EXTRACTED DATA
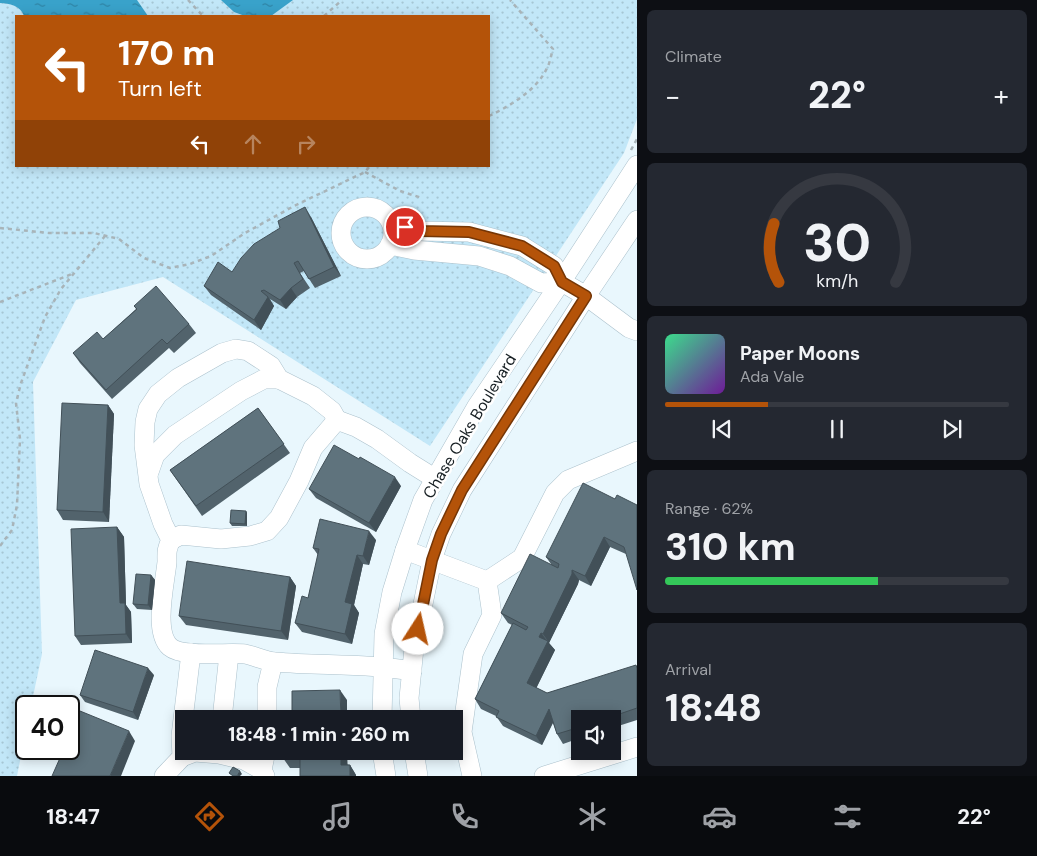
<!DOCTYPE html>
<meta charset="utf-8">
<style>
:root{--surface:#171b24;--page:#242831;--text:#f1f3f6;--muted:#9ea1a6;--line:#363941;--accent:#b45309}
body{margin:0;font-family:"DM Sans",sans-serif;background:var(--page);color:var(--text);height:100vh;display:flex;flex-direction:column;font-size:19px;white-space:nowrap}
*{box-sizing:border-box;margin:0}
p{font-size:16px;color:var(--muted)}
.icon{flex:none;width:28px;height:28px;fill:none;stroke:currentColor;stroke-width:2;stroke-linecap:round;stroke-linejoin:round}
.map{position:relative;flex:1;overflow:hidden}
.side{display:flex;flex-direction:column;gap:10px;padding:10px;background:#0d0f14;width:400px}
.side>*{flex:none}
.banner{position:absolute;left:15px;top:15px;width:475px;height:152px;border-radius:0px;box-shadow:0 2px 12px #0003;background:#b45309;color:#fff;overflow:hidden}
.buttons{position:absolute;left:571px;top:710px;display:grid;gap:10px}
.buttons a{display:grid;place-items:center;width:50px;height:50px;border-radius:0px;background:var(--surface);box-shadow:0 2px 12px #0003;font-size:25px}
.speed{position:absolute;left:15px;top:695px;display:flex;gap:10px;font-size:25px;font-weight:700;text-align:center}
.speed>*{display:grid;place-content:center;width:65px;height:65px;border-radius:50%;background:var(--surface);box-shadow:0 2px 12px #0003;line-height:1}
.speed .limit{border:2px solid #111;border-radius:8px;background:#fff;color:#111}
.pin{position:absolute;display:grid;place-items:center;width:42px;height:42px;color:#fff;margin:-21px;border:2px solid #fff;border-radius:50%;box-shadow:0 1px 5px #0007}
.me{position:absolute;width:55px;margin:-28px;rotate:10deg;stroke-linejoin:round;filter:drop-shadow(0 0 4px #0008)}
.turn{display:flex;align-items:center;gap:18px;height:105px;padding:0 20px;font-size:22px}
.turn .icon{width:65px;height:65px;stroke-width:2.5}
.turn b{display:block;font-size:35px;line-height:42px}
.lanes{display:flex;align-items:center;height:48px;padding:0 20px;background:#0003;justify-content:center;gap:25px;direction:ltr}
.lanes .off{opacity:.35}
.big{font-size:38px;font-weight:800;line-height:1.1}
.side .card{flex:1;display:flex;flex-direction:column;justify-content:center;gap:8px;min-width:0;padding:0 18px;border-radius:8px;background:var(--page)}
.side .dial{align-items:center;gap:0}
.dial svg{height:130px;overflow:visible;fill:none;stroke:var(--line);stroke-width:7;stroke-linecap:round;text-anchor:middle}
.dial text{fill:var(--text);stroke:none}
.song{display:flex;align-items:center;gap:15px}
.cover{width:60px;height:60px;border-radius:8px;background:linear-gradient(135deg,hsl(150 70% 55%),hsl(280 70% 35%))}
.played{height:5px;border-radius:2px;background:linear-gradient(90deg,var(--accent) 30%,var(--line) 30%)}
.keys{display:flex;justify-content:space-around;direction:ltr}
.heat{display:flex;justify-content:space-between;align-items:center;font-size:28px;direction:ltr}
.charge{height:8px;border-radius:4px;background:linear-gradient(90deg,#34c759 62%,var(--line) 0)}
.trip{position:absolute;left:175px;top:710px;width:288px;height:50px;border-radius:0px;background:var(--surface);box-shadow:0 2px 12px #0003;font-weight:800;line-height:50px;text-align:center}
.menu{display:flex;height:80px;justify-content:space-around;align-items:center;background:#090b0e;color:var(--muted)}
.menu .icon{width:35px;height:35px}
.menu .selected{color:var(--accent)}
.menu b{font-size:22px;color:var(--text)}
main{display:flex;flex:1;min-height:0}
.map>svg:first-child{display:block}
</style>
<main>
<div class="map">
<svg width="637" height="776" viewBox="0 0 637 776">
<defs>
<pattern id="grass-dots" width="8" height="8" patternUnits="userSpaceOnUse" patternTransform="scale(1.25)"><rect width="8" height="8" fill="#c2e7f8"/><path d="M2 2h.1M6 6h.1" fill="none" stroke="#a6c6d4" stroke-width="1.8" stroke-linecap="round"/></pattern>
<pattern id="water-ripples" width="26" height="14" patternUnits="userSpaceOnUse" patternTransform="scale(1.25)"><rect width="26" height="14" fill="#39a2ca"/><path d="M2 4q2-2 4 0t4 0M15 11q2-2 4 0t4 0" fill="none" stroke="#2f83a4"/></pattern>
</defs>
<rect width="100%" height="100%" fill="#e9f7fd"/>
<path fill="url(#grass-dots)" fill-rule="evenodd" d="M0,0H637V119L624,153L430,446L163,277L76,300L33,382L42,654L31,706H26V731L17,776H0ZM16,16H489V166H16Z"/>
<g fill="url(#water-ripples)">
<path d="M0,0H137L148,16H24C21,6 9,3 0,3Z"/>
<polygon points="221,0 293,0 271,16 245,16 234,12"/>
</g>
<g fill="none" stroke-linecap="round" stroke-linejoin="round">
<g stroke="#abc1cc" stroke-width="20">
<g id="minor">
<circle cx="367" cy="233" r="26"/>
<polyline points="391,222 420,231 469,232 522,246 554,266 562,282 586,296 629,328 637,331"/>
<polyline points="390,245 414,250 479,256 510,266 541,283 562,282"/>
<path d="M337,420L332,411L313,396L279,379L271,366L248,351L236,349L222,353L178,378L158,394L148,409L145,422L144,445L149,484L163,524L171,540C166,550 167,553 167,562C165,583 153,632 170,647C183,658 228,652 245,654C255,656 265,661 275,662C321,666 366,663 412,671"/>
<polyline points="149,472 155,455 175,435 241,391 264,379 279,379"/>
<polyline points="171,540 181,535 221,539 250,536 267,531 279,518 299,481 313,448 337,420 356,427 377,439 410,463 434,478"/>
<polyline points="405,550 487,581 492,615 473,654 462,732 472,776"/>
<polyline points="487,581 522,558 555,493 568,480 637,451"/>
<polyline points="222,719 229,654"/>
<polyline points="267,719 267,687 273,662"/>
<polyline points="382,719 384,634 392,592 405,550 423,500 477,406 567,273 637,165"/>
<polyline points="411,719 409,698 414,648 432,560 441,534 462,490 586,296 637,220"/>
<polyline points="382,751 386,776"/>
<polyline points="414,751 418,776"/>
<polyline points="182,757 195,752 219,754 244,760 262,770"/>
<polyline points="164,776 182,757 181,736 191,653"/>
<polyline points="265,776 262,770 266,751"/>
<polyline points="544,776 637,747"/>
</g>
</g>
<g stroke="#a8b4b9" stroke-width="2.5" stroke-dasharray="4 4" stroke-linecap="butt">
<polyline points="188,0 203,16"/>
<polyline points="324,16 342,0"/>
<path d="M489,116C510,106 537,90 547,68C550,63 551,55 553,49L510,0"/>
<polyline points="631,150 637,139"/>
<polyline points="365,172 400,191 422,198"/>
<polyline points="0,228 49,233 94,233 119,239 144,258 170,268 190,264 211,256 245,233 294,206 365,172 370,166"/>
<polyline points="0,302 72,274"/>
<polyline points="0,546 12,530 17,505 20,439 16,403 21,383 45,317 61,289 105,236"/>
</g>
<use href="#minor" stroke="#fff" stroke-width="19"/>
</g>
<g fill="#52636c">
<polygon points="311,217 341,276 315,288 304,271 300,273 310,288 297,297 286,309 270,299 274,306 261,330 211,295 204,286 232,272"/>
<polygon points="134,306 189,324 196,333 174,353 169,348 112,399 80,363 73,353 103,339 136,309"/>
<polygon points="108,405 114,414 109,522 63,520 57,510"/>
<polygon points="258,408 290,453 202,516 170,470"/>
<polygon points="401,486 376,532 316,498 309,489"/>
<polygon points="615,499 626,554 610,547 591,586 579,580 578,584 549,643 555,650 536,688 547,693 637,666 637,720 612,728 612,719 580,719 580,738 563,744 557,734 553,723 542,745 503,726 496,716 481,709 475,699 512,625 508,623 501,613 551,564 546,557"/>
<polygon points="246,511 247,513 247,526 232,526 230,523"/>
<polygon points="117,527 124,537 126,605 131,612 132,643 81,645 75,636"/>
<polygon points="376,540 369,565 363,564 354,605 359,613 352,644 302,632 295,623 308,598 318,555 313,548"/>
<polygon points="151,575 155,580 152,610 137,609 133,604"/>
<polygon points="290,577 296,586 288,640 186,625 179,616"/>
<polygon points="154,675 138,720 85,702 80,695"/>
<polygon points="283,751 350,765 356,775 300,768 290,768 283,758"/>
</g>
<g fill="#425058">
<polygon points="305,207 311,217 341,276 334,267"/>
<polygon points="291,288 297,297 286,309 280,300"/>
<polygon points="268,297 274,306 261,330 254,320"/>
<polygon points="108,405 114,414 109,522 103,512"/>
<polygon points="395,477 401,486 376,532 369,523"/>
<polygon points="246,511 247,513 247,526 245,524"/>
<polygon points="117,527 124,537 126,605 131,612 132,643 126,634 120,603"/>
<polygon points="369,531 376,540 369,565 363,556"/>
<polygon points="604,537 610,547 591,586 585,576"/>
<polygon points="357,555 363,564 354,605 359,613 352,644 345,634 345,602"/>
<polygon points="572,570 579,580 578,584 549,643 555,650 534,693 527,683 539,637 541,633 548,642 548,641 543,634"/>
<polygon points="151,575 155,580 152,610 148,605"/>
<polygon points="290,577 296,586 288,640 281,631"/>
<polygon points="148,668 154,675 138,720 133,712"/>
<polygon points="340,690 347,700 347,719 341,719"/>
<polygon points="549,709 555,718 542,745 536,736"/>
<polygon points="129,731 135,741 121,776 110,776"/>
<polygon points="341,751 347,751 348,775 341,765"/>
<polygon points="350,765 356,775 356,776 350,776"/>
<polygon points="240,771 242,774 240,776 237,776"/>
</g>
<g fill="#5f737d" stroke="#425058">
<polygon points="305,207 334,267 309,279 298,261 294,263 303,279 291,288 280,300 264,290 261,291 268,297 254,320 204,286 218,262 232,272 241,258 254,244 280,228 278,221"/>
<polygon points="156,286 189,324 167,344 162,339 106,390 73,353 97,332 103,339 137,309 134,306"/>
<polygon points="62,403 108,405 103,512 57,510"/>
<polygon points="258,408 284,444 196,506 170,470"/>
<polygon points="334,445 359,459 360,457 395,477 369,523 309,489"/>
<polygon points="583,483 615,499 617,495 637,505 637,590 624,547 604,537 585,576 572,570 572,574 543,634 541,633 539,637 548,641 527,683 547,693 636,665 637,668 637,708 605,719 580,719 580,727 557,734 549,709 536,736 496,717 499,711 475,699 513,623 526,630 528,627 501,613 530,554 558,568 559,564 546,557"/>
<polygon points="231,510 246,511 245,524 230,523"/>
<polygon points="320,519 369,531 363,556 357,555 345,602 352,604 345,634 295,623 302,596 308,598 319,549 313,548"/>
<polygon points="117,527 120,603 125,603 126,634 75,636 71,529"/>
<polygon points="187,561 290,577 281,631 179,616"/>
<polygon points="136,574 151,575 148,605 133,604"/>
<polygon points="95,650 148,668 133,712 80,695"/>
<polygon points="340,690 341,719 292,719 292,691"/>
<polygon points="80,711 129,731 110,776 52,776 64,749 69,749 69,737"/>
<polygon points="283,751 341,751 341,765 350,765 350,776 300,776 300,758 283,758"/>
<polygon points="233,767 240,771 237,776 233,776 229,773"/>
</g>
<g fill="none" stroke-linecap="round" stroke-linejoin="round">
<g stroke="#753606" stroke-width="12">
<polyline id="route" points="405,227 420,231 469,232 522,246 554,266 562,282 586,296 462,490 441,534 432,560 418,629"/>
</g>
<use href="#route" stroke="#b45309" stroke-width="9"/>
</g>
<g text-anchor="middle" stroke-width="5" stroke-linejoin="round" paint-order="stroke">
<g font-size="16" fill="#161e22" stroke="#fff">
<text transform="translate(469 426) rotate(-59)" y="6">Chase Oaks Boulevard</text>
</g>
</g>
</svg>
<div class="buttons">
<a><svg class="icon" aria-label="sound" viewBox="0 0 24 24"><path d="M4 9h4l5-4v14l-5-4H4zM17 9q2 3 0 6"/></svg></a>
</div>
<div class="speed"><div class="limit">40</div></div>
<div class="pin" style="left:405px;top:227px;background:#d93025"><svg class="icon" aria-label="arrive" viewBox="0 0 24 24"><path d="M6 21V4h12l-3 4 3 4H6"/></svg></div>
<svg class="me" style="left:418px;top:629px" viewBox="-20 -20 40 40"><circle r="19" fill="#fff"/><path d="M0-13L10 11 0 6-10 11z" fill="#b45309"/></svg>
<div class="trip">18:48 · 1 min · 260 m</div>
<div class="banner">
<div class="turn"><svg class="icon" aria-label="left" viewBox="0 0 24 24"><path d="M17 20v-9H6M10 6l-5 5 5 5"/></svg><div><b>170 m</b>Turn left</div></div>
<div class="lanes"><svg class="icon" aria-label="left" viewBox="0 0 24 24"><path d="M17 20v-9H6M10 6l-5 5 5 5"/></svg><svg class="icon off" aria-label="ahead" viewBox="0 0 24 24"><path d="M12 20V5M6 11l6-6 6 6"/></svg><svg class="icon off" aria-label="right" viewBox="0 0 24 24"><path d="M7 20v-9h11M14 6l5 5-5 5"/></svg></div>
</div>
</div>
<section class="side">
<div class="card"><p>Climate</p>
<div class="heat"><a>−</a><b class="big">22°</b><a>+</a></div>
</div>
<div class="card dial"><svg viewBox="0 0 100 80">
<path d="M14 69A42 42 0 1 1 86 69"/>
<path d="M14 69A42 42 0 0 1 11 33" stroke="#b45309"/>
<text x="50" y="56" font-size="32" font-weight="700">30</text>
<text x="50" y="72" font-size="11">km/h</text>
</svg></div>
<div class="card">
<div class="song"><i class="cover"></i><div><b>Paper Moons</b><p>Ada Vale</p></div></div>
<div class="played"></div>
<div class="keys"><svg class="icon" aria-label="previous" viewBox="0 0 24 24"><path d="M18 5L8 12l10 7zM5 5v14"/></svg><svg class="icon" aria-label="pause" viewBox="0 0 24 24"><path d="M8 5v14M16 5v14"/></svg><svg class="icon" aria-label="next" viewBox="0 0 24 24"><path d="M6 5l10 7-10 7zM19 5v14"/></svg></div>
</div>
<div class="card"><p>Range · 62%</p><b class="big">310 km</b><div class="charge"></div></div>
<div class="card"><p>Arrival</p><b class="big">18:48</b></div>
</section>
</main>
<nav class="menu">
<b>18:47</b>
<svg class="icon selected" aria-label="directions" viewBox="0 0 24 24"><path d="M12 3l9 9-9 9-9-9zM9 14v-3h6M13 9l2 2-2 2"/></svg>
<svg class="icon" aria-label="music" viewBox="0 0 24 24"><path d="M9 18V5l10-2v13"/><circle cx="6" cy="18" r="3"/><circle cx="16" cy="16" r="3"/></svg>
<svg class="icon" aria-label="phone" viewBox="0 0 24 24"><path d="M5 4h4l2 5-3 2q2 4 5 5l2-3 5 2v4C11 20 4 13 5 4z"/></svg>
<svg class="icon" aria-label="climate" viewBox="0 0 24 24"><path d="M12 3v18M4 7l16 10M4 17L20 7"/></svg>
<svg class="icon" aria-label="car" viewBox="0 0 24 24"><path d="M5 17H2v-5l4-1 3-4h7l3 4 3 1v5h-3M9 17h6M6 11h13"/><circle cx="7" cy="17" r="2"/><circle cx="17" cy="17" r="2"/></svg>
<svg class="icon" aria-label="filters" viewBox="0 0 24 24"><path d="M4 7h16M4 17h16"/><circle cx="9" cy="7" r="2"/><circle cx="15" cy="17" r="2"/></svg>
<b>22°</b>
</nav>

WORK TASK
Your task is to return each line of the data above that contains the string "speed".

FINAL ANSWER
.speed{position:absolute;left:15px;top:695px;display:flex;gap:10px;font-size:25px;font-weight:700;text-align:center}
.speed>*{display:grid;place-content:center;width:65px;height:65px;border-radius:50%;background:var(--surface);box-shadow:0 2px 12px #0003;line-height:1}
.speed .limit{border:2px solid #111;border-radius:8px;background:#fff;color:#111}
<div class="speed"><div class="limit">40</div></div>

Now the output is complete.